If the employee wishes to appeal against any disciplinary decision s/he must do so to the company within five working days of written receipt of the warning/dismissal letter.
d) Grievance Procedure
If an employee has a grievance regarding any issue relating to their employment they should first discuss it informally with you.
If this fails to resolve the problem s/he should write to you asking for a formal meeting with details of their grievance.
The employee can be accompanied to the meeting with either a fellow work colleague or qualified trade union representative.
Put everything you have to in writing, keep copies of all correspondence.
Be accompanied at any formal meeting, have your colleague take notes of the meeting and everything that is said. Make a fair copy of the notes immediately or as soon as is practicable after the meeting. These “contemporaneous” notes can be vital evidence if matters end up before and Employment Tribunal.
Grievances and Disciplinary matters can, by their very nature, be emotionally charged. Remember to keep the meeting cordial and non-confrontational. If you need to take a break, do so; if the employee becomes angry or emotional then adjourn the meeting and note the adjournment.
The person the employee chooses to accompany them (if they elect to do so) is there in a purely “observer” status. They are not there to comment or otherwise represent the employee; if they try to interject in the proceedings then politely remind them of their “observer” status.

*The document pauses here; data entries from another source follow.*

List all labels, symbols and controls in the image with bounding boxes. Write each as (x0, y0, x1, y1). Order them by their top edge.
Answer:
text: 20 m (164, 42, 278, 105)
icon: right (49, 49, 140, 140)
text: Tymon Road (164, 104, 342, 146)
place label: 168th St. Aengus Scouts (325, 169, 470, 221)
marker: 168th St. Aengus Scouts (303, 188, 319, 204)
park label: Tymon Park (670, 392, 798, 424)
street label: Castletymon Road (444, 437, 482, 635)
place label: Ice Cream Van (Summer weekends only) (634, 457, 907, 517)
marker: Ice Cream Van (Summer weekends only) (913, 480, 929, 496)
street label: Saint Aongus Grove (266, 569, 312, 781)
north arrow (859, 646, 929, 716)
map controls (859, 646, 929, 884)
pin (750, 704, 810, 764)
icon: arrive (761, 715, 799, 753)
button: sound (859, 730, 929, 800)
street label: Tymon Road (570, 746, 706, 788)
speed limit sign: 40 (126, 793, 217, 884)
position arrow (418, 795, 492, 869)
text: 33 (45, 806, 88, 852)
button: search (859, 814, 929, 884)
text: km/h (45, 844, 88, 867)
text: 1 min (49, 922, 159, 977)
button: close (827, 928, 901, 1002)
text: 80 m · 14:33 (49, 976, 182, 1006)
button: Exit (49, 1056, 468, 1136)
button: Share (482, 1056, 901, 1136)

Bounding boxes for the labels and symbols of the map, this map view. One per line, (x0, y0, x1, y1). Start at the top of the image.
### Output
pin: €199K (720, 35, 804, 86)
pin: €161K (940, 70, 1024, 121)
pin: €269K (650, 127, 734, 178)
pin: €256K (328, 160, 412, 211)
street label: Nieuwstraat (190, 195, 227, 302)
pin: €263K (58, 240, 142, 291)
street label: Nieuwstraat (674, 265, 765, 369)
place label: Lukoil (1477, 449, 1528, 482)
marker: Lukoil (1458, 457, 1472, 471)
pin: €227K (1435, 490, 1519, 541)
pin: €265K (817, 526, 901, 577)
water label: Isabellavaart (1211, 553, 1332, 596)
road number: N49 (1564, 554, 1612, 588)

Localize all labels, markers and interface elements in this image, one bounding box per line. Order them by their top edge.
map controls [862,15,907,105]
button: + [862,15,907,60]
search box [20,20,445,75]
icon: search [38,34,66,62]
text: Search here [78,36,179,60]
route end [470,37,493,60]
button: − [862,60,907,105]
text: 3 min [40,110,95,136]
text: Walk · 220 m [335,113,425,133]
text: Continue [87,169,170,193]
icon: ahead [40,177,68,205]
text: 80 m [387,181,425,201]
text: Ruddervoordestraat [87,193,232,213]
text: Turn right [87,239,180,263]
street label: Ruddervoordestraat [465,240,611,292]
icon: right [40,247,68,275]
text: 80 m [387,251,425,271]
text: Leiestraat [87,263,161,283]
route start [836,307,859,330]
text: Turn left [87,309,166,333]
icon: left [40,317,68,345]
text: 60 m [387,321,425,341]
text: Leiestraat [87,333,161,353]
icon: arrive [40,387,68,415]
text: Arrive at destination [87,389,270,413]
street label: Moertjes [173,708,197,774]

In the event of an appeal, it is best practice for someone who has not carried out the original disciplinary meeting(s) to hear the appeal. Whilst this may not always seem practicable, you can elect to have a colleague (a fellow publican, for instance) or have your solicitor hear the appeal. This may seem like a hassle, but if the matter ultimately ends up before and Employment Tribunal then by observing “the forms” you will be seen to have acted as fairly as possible throughout the process.